I believe you are thinking of the debate he did with strawbridge. That man is federal vision. Shisko is in the OPC and federal vision is not allowed (or at the very least the denomination has written against it).

I believe this is the debate you are referring to:





I agree, this one is not a good debate.

Reactions: Love 1 | Informative 1


----------



## Ben Zartman (Jan 11, 2022)

Santiago DO said:


> Thank you so much @aaronsk for your useful thoughts.
> 
> I meant Church history since apostolic era.
> 
> Can we really determine the common way of baptism administration?

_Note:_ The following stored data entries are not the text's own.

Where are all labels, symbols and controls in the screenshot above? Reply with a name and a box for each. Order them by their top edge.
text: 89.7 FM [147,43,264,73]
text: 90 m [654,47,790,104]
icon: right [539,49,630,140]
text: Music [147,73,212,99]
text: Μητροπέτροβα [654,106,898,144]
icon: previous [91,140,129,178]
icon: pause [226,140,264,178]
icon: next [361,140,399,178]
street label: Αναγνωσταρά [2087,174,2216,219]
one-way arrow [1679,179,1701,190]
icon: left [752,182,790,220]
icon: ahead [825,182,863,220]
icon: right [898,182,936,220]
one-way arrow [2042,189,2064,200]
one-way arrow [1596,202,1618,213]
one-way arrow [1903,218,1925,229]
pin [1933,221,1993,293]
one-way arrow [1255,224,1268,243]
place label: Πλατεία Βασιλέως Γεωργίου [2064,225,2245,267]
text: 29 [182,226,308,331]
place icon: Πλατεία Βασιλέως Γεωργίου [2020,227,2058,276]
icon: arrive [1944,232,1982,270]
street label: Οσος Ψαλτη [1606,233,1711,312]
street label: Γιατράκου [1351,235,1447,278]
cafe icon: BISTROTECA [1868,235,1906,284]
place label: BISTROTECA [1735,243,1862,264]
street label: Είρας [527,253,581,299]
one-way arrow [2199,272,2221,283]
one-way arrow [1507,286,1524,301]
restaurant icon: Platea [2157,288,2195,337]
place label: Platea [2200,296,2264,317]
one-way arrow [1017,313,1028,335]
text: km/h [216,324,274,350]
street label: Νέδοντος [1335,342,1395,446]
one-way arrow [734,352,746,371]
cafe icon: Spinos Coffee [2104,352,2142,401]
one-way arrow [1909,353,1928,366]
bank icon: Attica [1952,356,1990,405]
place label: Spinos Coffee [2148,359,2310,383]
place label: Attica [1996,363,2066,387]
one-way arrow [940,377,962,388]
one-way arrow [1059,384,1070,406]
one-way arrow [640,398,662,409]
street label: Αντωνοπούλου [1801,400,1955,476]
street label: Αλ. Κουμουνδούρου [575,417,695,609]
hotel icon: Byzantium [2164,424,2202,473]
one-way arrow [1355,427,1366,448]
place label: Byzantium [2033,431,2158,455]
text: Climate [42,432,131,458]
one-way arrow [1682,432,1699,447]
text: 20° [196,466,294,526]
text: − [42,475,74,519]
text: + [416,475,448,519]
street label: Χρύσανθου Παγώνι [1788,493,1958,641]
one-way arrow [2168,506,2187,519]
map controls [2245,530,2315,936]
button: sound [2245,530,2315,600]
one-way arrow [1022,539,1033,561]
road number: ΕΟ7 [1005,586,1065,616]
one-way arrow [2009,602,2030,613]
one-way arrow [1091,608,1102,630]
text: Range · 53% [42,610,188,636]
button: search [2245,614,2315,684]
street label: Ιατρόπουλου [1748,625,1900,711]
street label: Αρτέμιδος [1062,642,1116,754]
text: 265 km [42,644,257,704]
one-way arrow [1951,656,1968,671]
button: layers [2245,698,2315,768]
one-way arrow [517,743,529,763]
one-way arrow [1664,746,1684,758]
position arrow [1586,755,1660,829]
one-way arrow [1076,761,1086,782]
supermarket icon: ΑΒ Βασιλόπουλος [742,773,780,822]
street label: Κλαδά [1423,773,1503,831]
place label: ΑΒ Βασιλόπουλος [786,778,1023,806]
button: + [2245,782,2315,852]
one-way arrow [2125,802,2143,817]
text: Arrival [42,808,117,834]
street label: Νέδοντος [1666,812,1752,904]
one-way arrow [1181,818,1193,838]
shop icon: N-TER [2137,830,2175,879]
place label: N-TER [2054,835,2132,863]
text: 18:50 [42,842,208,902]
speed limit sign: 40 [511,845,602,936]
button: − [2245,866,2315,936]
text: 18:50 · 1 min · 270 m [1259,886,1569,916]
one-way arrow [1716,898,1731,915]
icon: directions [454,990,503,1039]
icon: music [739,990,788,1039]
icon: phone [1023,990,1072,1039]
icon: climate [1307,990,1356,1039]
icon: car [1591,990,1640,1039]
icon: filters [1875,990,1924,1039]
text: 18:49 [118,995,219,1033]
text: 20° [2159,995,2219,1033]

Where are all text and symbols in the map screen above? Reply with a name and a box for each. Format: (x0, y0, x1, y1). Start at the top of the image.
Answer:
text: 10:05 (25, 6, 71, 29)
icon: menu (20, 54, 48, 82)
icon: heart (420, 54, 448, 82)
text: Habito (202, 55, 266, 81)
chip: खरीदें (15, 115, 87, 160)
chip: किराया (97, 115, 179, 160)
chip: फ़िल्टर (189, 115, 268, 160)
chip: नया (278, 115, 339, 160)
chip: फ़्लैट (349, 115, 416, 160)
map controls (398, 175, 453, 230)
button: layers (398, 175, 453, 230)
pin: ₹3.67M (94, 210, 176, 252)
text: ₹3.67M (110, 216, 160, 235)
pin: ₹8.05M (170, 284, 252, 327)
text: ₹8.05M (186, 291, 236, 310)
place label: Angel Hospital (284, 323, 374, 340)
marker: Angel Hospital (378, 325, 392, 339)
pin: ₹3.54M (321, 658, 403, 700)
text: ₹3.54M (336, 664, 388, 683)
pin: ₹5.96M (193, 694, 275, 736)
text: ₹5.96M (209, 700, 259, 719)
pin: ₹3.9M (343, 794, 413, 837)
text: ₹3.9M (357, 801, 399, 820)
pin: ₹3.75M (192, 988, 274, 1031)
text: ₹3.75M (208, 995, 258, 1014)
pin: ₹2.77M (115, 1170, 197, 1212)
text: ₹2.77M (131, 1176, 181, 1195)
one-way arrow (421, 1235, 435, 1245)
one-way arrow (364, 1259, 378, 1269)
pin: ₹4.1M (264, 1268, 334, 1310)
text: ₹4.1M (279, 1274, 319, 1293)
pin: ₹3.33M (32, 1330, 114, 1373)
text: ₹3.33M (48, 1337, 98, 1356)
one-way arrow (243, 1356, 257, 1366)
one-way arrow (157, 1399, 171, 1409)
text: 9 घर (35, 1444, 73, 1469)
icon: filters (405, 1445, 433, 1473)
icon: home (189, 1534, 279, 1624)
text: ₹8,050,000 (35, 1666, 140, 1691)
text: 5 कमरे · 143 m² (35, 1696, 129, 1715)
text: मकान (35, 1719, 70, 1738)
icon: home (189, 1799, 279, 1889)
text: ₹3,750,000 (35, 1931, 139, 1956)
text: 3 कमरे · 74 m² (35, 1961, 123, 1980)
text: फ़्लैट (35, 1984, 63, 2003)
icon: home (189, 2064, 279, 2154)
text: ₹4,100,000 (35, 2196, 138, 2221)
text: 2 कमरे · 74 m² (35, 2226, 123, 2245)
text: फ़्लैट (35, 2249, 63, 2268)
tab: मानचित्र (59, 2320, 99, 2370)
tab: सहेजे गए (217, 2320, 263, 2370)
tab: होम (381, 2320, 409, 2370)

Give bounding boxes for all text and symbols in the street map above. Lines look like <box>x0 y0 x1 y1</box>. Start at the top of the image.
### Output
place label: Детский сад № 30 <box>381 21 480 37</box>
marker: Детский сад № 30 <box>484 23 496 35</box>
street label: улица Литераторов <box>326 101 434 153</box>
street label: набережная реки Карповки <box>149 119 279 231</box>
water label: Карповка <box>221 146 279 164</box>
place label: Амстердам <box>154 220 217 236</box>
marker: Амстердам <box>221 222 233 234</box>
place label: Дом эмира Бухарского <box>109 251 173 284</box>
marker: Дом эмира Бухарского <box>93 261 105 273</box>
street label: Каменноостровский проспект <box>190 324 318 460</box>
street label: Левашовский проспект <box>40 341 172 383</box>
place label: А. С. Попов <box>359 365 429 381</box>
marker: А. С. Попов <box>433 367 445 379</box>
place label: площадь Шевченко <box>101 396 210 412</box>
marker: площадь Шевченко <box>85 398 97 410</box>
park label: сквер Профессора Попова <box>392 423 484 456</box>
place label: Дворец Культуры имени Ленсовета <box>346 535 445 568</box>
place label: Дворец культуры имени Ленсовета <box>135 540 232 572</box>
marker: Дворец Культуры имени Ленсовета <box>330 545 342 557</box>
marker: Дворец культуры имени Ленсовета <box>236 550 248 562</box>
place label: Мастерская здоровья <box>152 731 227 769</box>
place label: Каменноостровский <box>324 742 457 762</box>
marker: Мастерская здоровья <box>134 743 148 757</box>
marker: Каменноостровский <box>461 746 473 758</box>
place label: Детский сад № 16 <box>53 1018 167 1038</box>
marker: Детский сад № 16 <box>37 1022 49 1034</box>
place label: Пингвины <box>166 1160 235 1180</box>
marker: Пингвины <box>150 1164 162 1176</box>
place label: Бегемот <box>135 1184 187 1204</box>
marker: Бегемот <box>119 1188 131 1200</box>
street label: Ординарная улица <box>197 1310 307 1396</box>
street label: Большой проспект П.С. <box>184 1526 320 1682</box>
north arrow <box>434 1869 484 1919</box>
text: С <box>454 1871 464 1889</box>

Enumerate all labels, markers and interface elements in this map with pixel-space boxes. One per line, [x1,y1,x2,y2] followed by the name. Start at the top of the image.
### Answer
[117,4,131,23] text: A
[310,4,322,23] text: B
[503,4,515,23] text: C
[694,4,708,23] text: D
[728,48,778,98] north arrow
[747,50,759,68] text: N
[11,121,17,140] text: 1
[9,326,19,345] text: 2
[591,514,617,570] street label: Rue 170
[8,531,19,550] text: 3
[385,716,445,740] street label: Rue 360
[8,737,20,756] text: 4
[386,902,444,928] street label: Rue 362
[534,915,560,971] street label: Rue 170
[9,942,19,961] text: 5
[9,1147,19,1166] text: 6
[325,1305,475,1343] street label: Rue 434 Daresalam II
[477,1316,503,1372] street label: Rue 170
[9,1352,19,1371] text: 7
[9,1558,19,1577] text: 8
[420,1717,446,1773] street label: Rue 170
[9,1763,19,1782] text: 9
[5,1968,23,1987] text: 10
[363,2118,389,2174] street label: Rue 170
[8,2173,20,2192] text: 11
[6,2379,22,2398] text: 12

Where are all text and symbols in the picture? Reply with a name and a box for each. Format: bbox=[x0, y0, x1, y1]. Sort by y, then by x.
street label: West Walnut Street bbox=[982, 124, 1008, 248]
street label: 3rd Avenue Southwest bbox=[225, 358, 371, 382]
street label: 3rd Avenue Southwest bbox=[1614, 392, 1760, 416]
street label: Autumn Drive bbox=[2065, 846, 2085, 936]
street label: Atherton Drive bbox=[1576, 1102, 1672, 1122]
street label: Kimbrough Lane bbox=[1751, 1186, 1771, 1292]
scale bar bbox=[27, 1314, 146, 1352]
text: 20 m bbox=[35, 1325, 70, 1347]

Given that belief and practice had so much variety even in apostolic times (there were already, in those days, heretics denying Christ's coming in the flesh; there were Nicolaitans; there were Judaizers: the church has been troubled by variety and invention since Day One), I'd think it impossible to say which prevailed. Even at the early time of Constantine, there were those who believed in baptismal regeneration.
It is better to approach the matter not by giving undue weight to "The way they did it," but by examining why they did, then searching the Scriptures to see if their confessions, creeds, and other documents are in line therewith. As has been said above, because Baptism is a covenantal sign, it's subjects and application naturally flow from an understanding of God's covenants. As a baptist, I understand that the sign of the covenant has a different meaning than my paedobaptist friends think, but each of our views comes from how we view the covenants, and of what the signs mean.
I also disagree with the novel view of baptist covenant theology propounded by the "1689 Federalists," which, while not a serious error, swings the pendulum a little too far.

Reactions: Love 1


----------



## SeanPatrickCornell (Jan 11, 2022)

retroGRAD3 said:


> I believe you are thinking of the debate he did with strawbridge. That man is federal vision. Shisko is in the OPC and federal vision is not allowed (or at the very least the denomination has written against it).
> 
> I believe this is the debate you are referring to:
> 
> ...



Yes, thank you. I must have had a brain glitch. Strawbridge is the FV guy. Derp.


----------